Colistin activity in mucin.
Colistin MIC was first determined using a modified broth microdilution assay. P. aeruginosa strain PAO1 was grown overnight in BBL Mueller-Hinton II broth (MHB; BD Falcon) at 37°C. Colistin (Sigma) stock solution was prepared at 10 mg/mL in water, then serially diluted 2-fold into MHB. The overnight culture was diluted to a final concentration of approximately 3×104 CFU/mL into fresh MHB. 90 μl of this inoculum was added to each well of a 96-well plate with 10 μl of the colistin dilution series, such that the final concentrations evaluated were between 1mg/mL and 0.4 μg/mL. After incubation at 37°C for 24 hours, the MIC of colistin in MHB was determined as 8 μg/mL, by visually inspecting the plate to identify the lowest concentration at which there was no visible cellular growth.
To compare the efficacy of colistin in mucin, methylcellulose and MHB alone, PAO1 was grown overnight in MHB at 37°C. The overnight culture was diluted to a final concentration of approximately 6 × 104 CFU/mL into fresh MHB. 45 μl of this inoculum was added to each well of a 96-well plate. 45 μl of either mucin (1% w/v, dissolved in MHB), methylcellulose (1% w/v, dissolved in MHB) or MHB were added to each well depending on the condition, and then 10 μl of colistin diluted into MHB was added to a final concentration was 8 μg/mL (MIC) or 16 μg/mL (2×MIC). After incubation at 37°C for 24 hours, the number of surviving cells in each condition was evaluated by scraping the wells, homogenizing the contents by pipetting up and down vigorously, serial dilution, plating and counting colony forming units (CFUs).

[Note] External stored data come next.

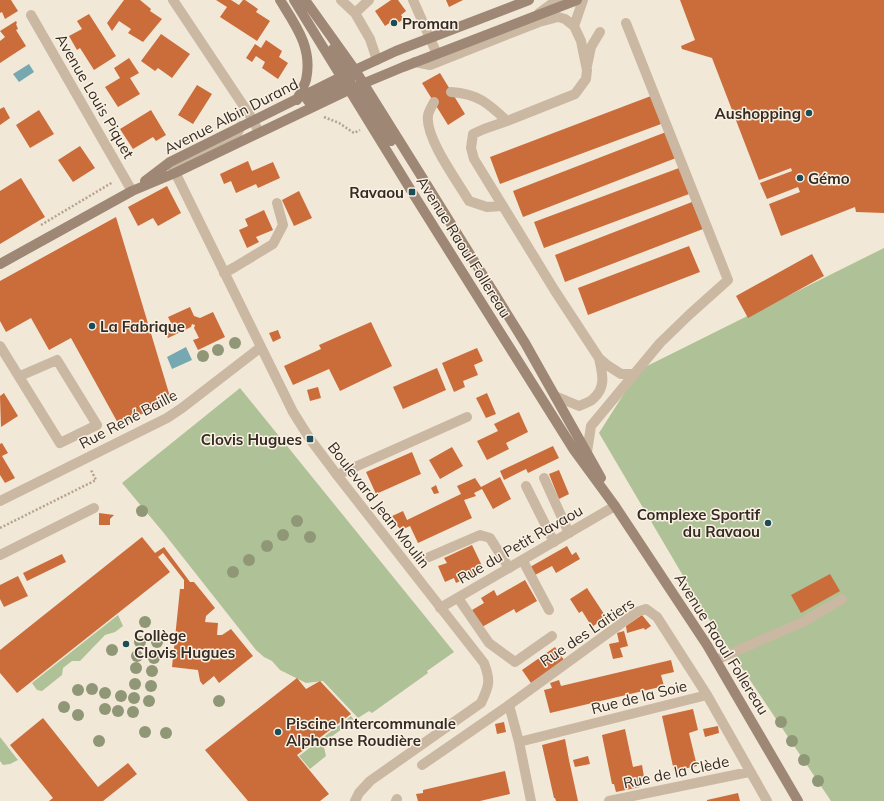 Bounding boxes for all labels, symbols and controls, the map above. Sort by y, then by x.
place label: Proman [402,14,458,33]
marker: Proman [389,18,399,28]
street label: Avenue Louis Piquet [52,30,138,162]
street label: Avenue Albin Durand [161,74,301,158]
place label: Aushopping [714,104,801,123]
marker: Aushopping [804,108,814,118]
place label: Gémo [808,169,850,188]
street label: Avenue Raoul Follereau [413,173,515,321]
marker: Gémo [795,173,805,183]
place label: Ravaou [349,183,404,202]
marker: Ravaou [407,187,417,197]
place label: La Fabrique [100,317,185,336]
marker: La Fabrique [87,321,97,331]
street label: Rue René Baille [76,385,180,453]
place label: Clovis Hugues [201,430,302,449]
marker: Clovis Hugues [305,434,315,444]
street label: Boulevard Jean Moulin [324,438,434,572]
street label: Rue du Petit Ravaou [454,500,586,588]
place label: Complexe Sportif du Ravaou [637,505,760,541]
marker: Complexe Sportif du Ravaou [763,518,773,528]
street label: Avenue Raoul Follereau [671,570,773,718]
street label: Rue des Laitiers [536,593,638,671]
place label: Collège Clovis Hugues [134,626,235,662]
marker: Collège Clovis Hugues [121,639,131,649]
street label: Rue de la Soie [589,676,689,718]
place label: Piscine Intercommunale Alphonse Roudière [286,714,456,750]
marker: Piscine Intercommunale Alphonse Roudière [273,727,283,737]
street label: Rue de la Clède [621,751,731,793] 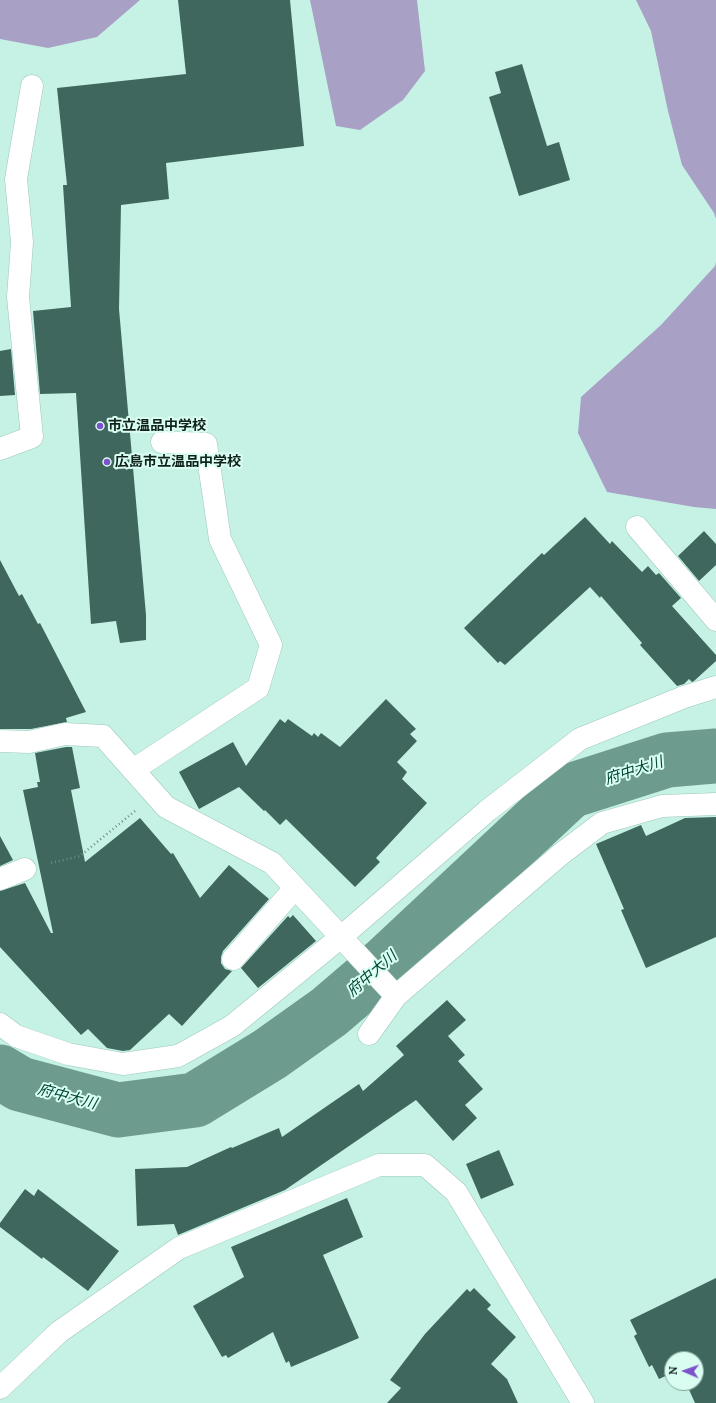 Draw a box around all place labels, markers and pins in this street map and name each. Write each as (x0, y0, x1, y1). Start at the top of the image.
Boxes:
place label: 市立温品中学校 (108, 418, 206, 434)
marker: 市立温品中学校 (95, 421, 105, 431)
place label: 広島市立温品中学校 (115, 454, 241, 470)
marker: 広島市立温品中学校 (102, 457, 112, 467) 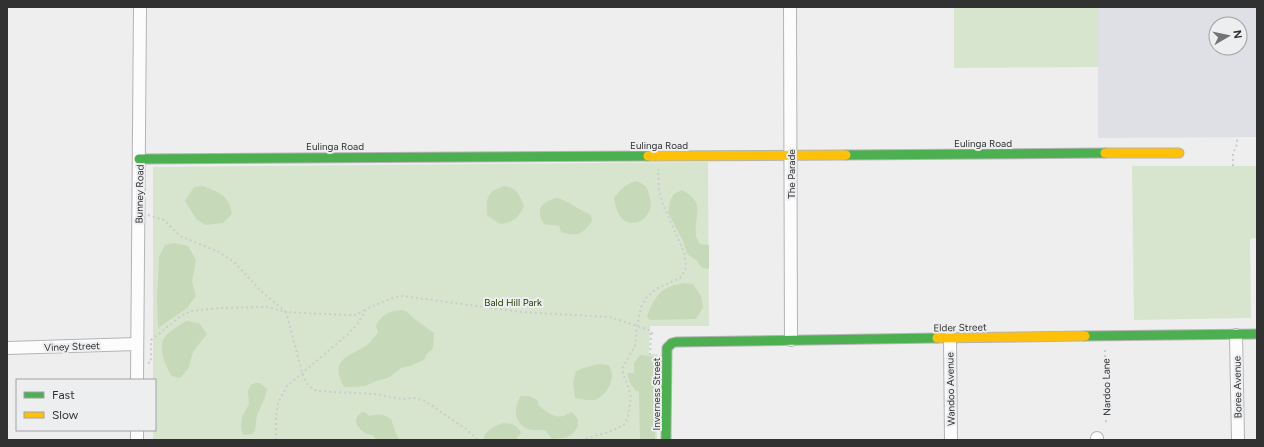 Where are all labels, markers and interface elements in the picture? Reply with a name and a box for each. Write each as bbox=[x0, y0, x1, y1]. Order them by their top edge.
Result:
north arrow bbox=[1208, 16, 1248, 56]
text: N bbox=[1230, 29, 1244, 40]
street label: Eulinga Road bbox=[954, 137, 1012, 150]
street label: Eulinga Road bbox=[630, 139, 688, 152]
street label: Eulinga Road bbox=[306, 140, 364, 153]
street label: The Parade bbox=[785, 149, 798, 199]
street label: Bunney Road bbox=[132, 164, 147, 224]
park label: Bald Hill Park bbox=[484, 296, 542, 309]
street label: Elder Street bbox=[933, 321, 987, 334]
street label: Viney Street bbox=[44, 339, 100, 354]
street label: Wandoo Avenue bbox=[943, 352, 958, 426]
street label: Boree Avenue bbox=[1230, 355, 1245, 418]
street label: Inverness Street bbox=[650, 357, 663, 430]
street label: Nardoo Lane bbox=[1099, 358, 1114, 416]
legend bbox=[16, 379, 156, 431]
text: Fast bbox=[52, 388, 75, 402]
text: Slow bbox=[52, 408, 79, 422] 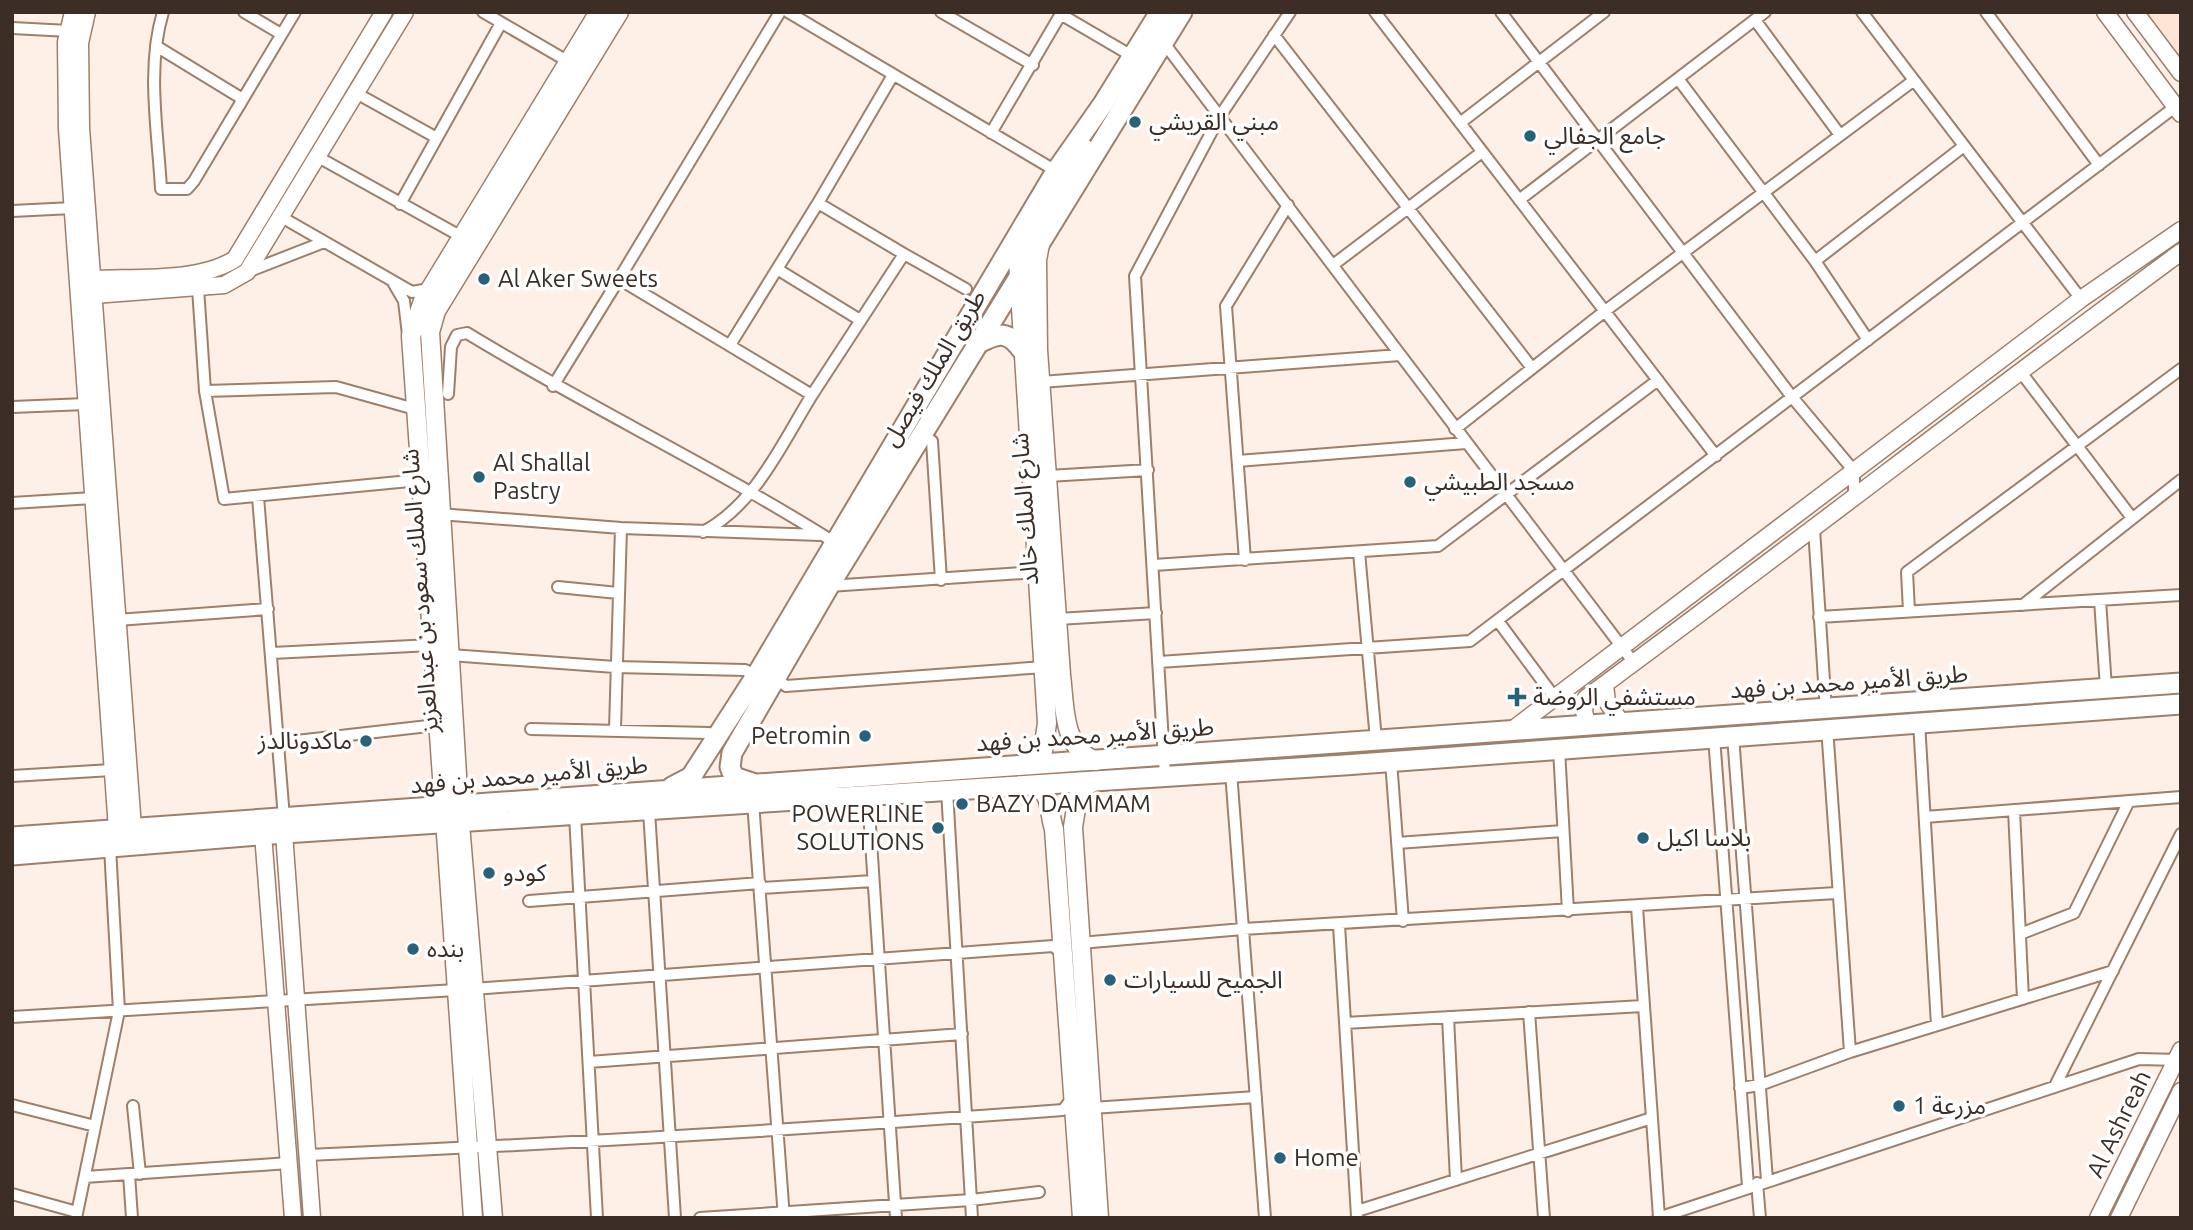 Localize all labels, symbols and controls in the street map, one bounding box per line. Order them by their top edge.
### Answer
place label: مبني القريشي [1149,108,1279,141]
marker: مبني القريشي [1127,114,1143,130]
place label: جامع الجفالي [1544,122,1666,155]
marker: جامع الجفالي [1522,128,1538,144]
place label: Al Aker Sweets [498,265,658,292]
marker: Al Aker Sweets [476,271,492,287]
street label: طريق الملك فيصل [876,285,993,452]
street label: شارع الملك خالد [1006,431,1047,586]
street label: شارع الملك سعود بن عبدالعزيز [396,448,447,735]
place label: Al Shallal Pastry [493,449,590,504]
place label: مسجد الطبيشي [1424,468,1575,501]
marker: Al Shallal Pastry [471,469,487,485]
marker: مسجد الطبيشي [1402,474,1418,490]
street label: طريق الأمير محمد بن فهد [1729,660,1969,705]
place label: مستشفي الروضة [1533,683,1696,716]
marker: مستشفي الروضة [1507,687,1527,707]
street label: طريق الأمير محمد بن فهد [975,713,1215,758]
place label: Petromin [751,722,851,749]
place label: ماكدونالدز [257,727,352,755]
marker: Petromin [857,728,873,744]
marker: ماكدونالدز [358,733,374,749]
street label: طريق الأمير محمد بن فهد [409,751,649,800]
place label: BAZY DAMMAM [976,790,1151,817]
marker: BAZY DAMMAM [954,796,970,812]
place label: POWERLINE SOLUTIONS [791,800,924,855]
marker: POWERLINE SOLUTIONS [930,820,946,836]
place label: بلاسا اكيل [1657,824,1751,851]
marker: بلاسا اكيل [1635,830,1651,846]
place label: كودو [503,859,548,887]
marker: كودو [481,865,497,881]
place label: بنده [427,935,464,962]
marker: بنده [405,941,421,957]
place label: الجميح للسيارات [1124,966,1283,997]
marker: الجميح للسيارات [1102,972,1118,988]
street label: Al Ashreah [2081,1066,2156,1182]
place label: مزرعة 1 [1913,1092,1986,1120]
marker: مزرعة 1 [1891,1098,1907,1114]
place label: Home [1294,1144,1359,1171]
marker: Home [1272,1150,1288,1166]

Statistical analysis and plots.
Except for the Fisher’s exact test, statistical analysis and plotting was performed in R (R Core Team (2017). R: A language and environment for statistical computing. R Foundation for Statistical Computing, Vienna, Austria. URL https://www.R-project.org/.) Tests of significant correlation were performed using F tests. Pairwise comparison of regression coefficients was performed by testing the ability of a property to predict the difference in ΔG between two different gels. For example, a test of the model: lm((Mucin_dG - DNA_dG) ~ Charge, data=all_data) would test the significance of a pairwise comparison between the effect of charge on mucin and DNA binding. All tests were two-tailed.
For the ED experiments, the binding of each molecule was measured 3 times, as described in “Equilibrium dialysis” section of Methods.
Data availability.
The datasets generated during the current study are available from the corresponding author on request.
Code availability.
The code written and used for data analysis for the current study is available from the corresponding author on request.
Results and Discussion
Development and validation of equilibrium dialysis technique to measure biopolymer binding.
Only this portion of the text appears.